CTMixtures Equifinality - Calibration Experiment and Conclusions

Mark E. Madsen

CTMixtures Equifinality - Calibration Experiment and Conclusions

Created: 06 Oct 2014

Modified: 23 Jul 2020

BibTeX Entry

RIS Citation

Excess Variation?

About a week ago, I ran equifinality-2-small, which simulated 1000 samples from each of the 4 models. I’m not sure what I think about the data. A random forest classifier is clearly able to distinguish neutral from all biased models, given synchronic population statistics.

But there’s so many variants in the population, even given the difference in per-locus versus whole trait set copying rules I discussed in the previous note.

The distribution of Slatkin test values, when I use the raw per-locus values, those for the neutral models look well distributed (this is the distribution of outcomes from the “Chinese restaurant process”, which is equivalent to the Ewens Sampling Formula).

Figure 1: Slatkin exact test values per dimension/locus

So this suggests that looking at summary statistics for the Slatkin values was misleading. Perhaps the neutral model is functioning just fine.

And, which might be interesting from a research perspective, that intersecting traits and looking at the Slatkin tests of the configuration frequencies doesn’t give you a uniform distribution of Slatkin test values even with a neutral model-

Figure 2: Slatkin exact test values for configurations of all dimensions/loci

I also looked at the per-locus richness values, not the mean/min/max summaries, but just the raw richness values. My package library mmadsenr has a function for applying Equation 4 from Ewens (1972). We can compare the expected number of traits given the Wright-Fisher infinite alleles model (which will differ from the Moran model by a small factor), to the simulated samples, with the following R code:

# pull in the per-locus richness data, this can be compared to Ewens 1972, equation 4
eq2s.rich <- read.csv(file="eq2s-pop-richness-locus-data.csv")
eq2s.rich.neutral <- filter(eq2.rich, model_class_label == 'allneutral')

popsize <- 100
innov_rates_for_abline <- c(0.1, 0.5, 1.0, 2.0, 3.0, 4.0, 5.0)
# expected K for innovation rates
expected_k <- numeric(length(innov_rates_for_abline))
for (i in 1:length(innov_rates_for_abline)) { expected_k[i] <- expected_k_pop(popsize, innov_rates_for_abline[i])}
expected_k_abline <- data.frame(innov_rates_for_abline, expected_k)

# plot
plt <- ggplot(data=eq2s.rich.neutral, aes(x=innovation_rate, y=richness_locus_value)) + geom_point(alpha=1/2,size=1) + geom_abline(data=expected_k_abline, color="red")
plt + xlab("Scaled Innovation Rate") + ylab("Number of Traits at a Dimension/Locus")

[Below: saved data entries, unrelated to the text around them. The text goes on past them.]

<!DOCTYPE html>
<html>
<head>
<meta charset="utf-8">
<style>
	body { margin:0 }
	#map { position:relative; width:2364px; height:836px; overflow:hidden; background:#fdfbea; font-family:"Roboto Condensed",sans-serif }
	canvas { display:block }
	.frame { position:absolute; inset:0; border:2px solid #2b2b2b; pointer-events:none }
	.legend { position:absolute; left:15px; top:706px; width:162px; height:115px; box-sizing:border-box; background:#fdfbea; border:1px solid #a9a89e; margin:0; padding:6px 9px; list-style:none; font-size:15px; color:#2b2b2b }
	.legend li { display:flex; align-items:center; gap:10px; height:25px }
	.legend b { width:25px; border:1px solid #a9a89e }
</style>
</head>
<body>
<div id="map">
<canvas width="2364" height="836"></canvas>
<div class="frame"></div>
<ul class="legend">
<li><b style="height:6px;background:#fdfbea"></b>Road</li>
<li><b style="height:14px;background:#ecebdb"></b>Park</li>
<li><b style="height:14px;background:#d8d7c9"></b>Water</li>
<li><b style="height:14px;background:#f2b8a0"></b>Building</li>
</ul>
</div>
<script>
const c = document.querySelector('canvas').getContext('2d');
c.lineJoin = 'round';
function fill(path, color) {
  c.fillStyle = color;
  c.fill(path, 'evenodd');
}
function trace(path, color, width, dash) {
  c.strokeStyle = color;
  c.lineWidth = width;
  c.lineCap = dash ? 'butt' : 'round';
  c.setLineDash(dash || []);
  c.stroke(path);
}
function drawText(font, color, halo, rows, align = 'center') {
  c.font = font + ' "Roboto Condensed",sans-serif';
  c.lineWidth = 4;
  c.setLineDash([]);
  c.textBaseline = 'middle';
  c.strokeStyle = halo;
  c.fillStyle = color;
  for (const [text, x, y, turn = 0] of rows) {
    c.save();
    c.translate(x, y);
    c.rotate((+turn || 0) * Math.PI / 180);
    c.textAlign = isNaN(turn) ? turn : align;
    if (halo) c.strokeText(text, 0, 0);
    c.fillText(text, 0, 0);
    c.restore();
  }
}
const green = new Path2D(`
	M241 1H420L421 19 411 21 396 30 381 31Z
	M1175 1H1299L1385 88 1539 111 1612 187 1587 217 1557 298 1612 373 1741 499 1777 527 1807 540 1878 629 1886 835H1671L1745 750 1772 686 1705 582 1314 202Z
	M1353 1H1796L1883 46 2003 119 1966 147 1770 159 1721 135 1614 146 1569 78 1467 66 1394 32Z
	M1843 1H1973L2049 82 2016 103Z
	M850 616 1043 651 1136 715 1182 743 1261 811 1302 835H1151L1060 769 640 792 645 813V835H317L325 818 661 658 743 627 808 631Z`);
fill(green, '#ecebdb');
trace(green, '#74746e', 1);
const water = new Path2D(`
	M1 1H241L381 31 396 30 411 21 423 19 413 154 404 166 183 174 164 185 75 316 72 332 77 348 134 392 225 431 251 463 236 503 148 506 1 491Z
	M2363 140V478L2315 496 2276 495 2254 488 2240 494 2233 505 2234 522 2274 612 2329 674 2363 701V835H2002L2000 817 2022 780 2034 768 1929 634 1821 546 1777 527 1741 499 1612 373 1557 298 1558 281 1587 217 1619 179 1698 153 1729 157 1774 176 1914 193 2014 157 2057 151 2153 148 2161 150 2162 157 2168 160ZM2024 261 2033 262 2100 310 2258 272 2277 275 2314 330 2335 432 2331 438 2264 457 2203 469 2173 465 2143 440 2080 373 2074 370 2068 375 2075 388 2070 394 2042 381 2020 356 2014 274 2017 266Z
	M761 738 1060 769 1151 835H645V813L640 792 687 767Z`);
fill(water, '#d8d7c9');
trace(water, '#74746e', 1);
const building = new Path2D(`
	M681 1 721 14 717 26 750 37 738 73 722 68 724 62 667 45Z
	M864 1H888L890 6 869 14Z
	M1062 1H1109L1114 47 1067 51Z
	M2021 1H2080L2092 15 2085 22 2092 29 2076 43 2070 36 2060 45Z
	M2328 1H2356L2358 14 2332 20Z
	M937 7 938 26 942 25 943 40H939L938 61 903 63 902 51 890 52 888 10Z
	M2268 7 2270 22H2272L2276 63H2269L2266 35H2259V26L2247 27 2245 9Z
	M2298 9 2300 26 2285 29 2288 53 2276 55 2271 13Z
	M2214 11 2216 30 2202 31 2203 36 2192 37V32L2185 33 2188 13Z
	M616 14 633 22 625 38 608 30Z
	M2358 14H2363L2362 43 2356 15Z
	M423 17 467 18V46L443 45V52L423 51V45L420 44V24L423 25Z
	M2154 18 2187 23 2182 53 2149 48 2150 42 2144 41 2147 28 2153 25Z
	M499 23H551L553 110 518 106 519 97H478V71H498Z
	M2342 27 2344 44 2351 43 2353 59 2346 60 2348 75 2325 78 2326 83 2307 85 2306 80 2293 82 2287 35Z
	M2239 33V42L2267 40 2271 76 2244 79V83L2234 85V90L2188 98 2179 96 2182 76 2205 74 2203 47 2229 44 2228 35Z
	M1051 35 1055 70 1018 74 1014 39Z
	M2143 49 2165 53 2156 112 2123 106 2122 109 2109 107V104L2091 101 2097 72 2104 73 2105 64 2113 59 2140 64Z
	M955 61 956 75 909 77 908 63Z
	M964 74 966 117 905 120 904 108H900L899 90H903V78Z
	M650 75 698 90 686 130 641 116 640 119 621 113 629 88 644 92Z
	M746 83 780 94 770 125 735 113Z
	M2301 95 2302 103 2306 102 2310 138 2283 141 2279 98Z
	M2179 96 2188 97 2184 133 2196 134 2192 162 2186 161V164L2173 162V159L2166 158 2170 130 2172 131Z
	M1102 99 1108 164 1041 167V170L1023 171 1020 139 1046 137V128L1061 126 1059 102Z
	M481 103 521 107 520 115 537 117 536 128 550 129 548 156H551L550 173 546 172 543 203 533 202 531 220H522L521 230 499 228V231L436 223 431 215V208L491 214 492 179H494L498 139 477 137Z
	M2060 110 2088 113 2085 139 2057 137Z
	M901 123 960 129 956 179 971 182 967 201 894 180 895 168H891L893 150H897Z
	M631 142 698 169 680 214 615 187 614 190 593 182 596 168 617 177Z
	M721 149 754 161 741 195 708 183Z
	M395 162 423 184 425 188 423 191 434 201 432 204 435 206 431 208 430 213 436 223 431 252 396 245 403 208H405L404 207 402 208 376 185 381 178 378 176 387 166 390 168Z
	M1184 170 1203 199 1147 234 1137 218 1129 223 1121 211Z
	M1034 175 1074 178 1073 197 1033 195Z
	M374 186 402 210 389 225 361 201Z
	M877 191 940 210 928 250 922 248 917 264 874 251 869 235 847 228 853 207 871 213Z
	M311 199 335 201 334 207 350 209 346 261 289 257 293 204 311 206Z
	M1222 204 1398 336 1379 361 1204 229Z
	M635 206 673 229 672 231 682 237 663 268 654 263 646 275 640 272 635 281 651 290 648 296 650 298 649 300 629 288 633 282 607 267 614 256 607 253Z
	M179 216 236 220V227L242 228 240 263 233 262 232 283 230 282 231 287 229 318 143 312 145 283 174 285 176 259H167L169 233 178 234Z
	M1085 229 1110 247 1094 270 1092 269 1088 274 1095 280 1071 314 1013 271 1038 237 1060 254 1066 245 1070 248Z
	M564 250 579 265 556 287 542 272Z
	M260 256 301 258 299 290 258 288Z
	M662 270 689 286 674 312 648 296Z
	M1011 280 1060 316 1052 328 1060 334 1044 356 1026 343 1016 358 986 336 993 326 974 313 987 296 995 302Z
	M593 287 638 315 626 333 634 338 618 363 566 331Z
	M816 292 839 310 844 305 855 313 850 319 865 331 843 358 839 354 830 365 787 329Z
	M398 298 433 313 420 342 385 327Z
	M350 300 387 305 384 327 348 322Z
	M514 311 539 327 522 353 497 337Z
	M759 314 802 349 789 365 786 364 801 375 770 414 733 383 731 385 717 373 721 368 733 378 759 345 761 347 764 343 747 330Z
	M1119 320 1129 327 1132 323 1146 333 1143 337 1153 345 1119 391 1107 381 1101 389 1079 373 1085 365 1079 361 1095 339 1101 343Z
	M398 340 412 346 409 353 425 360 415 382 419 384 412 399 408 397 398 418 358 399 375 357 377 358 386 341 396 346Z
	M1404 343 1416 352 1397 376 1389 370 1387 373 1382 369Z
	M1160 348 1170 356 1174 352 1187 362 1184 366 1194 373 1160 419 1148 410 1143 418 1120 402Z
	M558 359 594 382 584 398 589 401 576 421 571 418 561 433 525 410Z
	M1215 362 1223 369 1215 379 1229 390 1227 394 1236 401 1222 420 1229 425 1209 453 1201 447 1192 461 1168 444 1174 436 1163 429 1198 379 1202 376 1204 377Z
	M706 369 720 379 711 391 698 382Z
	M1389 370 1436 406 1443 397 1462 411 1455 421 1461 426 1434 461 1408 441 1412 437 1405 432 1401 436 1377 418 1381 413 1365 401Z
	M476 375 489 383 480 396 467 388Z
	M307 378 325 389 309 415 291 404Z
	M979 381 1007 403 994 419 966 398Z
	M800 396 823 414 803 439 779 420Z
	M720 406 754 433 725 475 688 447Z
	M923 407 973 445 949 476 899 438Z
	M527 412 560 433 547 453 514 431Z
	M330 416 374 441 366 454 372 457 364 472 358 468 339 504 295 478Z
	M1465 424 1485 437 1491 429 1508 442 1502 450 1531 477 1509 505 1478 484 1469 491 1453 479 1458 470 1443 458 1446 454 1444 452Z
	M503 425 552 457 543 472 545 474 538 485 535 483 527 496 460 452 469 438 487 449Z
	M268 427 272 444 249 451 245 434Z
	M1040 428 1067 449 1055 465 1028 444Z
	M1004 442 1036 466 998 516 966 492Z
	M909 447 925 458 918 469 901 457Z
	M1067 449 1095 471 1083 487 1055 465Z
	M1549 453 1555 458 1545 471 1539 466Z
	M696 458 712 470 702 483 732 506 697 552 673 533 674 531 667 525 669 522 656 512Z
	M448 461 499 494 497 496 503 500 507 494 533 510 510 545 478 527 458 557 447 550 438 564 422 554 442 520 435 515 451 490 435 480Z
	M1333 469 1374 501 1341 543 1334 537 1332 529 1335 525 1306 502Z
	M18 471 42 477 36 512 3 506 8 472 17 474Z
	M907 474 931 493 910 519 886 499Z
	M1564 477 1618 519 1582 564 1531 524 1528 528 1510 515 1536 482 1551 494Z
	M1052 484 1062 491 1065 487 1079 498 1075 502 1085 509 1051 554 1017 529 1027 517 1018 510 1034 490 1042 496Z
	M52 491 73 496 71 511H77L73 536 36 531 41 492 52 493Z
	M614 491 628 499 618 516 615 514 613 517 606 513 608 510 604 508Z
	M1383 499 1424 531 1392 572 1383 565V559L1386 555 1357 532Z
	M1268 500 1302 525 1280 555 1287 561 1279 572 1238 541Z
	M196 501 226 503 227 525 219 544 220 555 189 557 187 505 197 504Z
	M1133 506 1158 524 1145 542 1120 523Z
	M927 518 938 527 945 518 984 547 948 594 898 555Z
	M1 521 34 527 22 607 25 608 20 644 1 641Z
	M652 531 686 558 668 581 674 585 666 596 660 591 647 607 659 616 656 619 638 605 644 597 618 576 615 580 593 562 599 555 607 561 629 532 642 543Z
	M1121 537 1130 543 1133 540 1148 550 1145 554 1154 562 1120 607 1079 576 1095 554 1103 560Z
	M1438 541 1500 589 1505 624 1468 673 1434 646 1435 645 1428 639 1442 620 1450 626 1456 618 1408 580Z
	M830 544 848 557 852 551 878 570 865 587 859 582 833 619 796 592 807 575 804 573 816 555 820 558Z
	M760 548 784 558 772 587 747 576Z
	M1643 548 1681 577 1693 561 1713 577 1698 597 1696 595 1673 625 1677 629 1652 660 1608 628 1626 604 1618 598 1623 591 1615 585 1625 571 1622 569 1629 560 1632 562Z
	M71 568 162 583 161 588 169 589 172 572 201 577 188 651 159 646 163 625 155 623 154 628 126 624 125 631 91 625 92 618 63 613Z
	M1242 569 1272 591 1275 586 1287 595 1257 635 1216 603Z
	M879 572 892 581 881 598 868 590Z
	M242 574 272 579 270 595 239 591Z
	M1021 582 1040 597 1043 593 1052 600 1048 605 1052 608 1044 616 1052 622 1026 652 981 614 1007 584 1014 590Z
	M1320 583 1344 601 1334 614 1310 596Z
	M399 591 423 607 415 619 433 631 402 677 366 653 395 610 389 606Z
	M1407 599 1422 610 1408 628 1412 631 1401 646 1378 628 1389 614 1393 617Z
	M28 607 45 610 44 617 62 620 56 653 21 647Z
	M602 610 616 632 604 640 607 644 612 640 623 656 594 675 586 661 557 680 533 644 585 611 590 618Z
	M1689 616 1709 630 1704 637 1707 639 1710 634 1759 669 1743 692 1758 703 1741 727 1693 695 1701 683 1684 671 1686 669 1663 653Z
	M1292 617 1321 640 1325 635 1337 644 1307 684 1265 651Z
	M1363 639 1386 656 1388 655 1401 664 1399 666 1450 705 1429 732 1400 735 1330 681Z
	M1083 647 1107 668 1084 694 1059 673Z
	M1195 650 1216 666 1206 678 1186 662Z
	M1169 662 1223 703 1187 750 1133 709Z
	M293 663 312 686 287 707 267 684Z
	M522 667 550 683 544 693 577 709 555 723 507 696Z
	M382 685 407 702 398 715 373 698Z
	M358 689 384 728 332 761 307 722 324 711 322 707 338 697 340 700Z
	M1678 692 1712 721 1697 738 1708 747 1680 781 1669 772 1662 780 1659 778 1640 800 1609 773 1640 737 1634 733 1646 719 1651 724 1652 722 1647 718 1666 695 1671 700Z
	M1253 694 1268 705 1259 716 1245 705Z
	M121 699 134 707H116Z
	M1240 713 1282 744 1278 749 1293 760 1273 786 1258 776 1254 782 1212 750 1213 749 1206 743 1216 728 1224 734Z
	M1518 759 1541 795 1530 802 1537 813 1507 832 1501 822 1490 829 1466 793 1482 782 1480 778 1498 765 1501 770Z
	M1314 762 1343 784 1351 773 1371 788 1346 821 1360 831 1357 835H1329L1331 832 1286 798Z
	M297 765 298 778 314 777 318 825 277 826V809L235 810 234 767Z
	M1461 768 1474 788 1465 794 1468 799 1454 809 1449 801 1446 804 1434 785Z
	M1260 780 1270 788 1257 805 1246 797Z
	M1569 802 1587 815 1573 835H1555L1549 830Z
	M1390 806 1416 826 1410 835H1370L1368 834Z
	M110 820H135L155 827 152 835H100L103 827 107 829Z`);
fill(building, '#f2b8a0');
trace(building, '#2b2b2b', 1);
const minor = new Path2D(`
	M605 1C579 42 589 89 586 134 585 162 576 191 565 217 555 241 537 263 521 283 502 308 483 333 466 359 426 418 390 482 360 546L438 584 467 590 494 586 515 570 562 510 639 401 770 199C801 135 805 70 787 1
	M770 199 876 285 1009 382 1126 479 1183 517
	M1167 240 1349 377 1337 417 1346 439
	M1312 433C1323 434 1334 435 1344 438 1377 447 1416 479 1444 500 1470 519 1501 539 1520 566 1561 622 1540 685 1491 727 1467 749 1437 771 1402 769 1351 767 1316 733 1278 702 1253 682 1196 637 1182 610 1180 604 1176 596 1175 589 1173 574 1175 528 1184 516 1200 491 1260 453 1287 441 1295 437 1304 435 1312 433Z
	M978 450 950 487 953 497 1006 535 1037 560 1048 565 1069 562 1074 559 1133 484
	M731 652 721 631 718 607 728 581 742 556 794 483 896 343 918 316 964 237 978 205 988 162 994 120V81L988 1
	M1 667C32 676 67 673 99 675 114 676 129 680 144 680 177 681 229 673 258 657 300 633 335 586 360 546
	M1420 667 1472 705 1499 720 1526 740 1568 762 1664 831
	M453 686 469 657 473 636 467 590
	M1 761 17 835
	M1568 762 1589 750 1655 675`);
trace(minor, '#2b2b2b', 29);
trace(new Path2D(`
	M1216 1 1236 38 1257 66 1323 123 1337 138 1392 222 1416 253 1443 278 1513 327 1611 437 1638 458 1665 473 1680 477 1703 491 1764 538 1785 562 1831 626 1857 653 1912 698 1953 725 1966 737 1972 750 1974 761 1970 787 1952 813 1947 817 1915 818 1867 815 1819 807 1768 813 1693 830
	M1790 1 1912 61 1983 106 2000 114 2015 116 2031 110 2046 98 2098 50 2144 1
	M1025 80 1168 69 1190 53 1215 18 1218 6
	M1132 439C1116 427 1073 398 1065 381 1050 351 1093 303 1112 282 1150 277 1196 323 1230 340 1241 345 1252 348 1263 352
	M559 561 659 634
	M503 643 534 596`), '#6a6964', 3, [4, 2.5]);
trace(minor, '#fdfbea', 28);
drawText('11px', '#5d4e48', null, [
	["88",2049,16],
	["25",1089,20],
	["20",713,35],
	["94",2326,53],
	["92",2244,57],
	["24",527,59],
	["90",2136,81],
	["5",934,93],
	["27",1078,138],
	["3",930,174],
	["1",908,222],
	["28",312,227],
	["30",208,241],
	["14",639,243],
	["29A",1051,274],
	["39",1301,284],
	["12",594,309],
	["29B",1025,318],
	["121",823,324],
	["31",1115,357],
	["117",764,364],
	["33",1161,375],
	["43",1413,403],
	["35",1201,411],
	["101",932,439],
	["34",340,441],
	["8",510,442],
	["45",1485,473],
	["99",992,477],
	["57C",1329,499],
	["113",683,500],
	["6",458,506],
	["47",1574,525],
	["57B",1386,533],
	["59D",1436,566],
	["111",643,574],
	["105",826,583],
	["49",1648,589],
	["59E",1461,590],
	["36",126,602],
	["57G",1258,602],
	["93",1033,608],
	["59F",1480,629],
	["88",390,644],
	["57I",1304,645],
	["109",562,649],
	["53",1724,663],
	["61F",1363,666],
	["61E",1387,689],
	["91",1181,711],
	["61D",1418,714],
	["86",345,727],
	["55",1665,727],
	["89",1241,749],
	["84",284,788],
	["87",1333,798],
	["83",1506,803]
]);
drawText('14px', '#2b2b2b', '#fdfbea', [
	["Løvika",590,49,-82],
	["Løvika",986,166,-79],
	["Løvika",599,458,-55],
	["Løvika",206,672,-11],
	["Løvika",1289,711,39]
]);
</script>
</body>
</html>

Figure 3: Observed richness versus predicted population richness per dimension/locus

Possible Causes

The neutral process is functioning just fine, and the distribution of richness is what you’d expect from a single locus copying process.
The neutral process is functioning just fine, but the process hasn’t washed out the initial level of variation and reached equilibrium by 1MM steps.
There’s something wrong with the neutral model.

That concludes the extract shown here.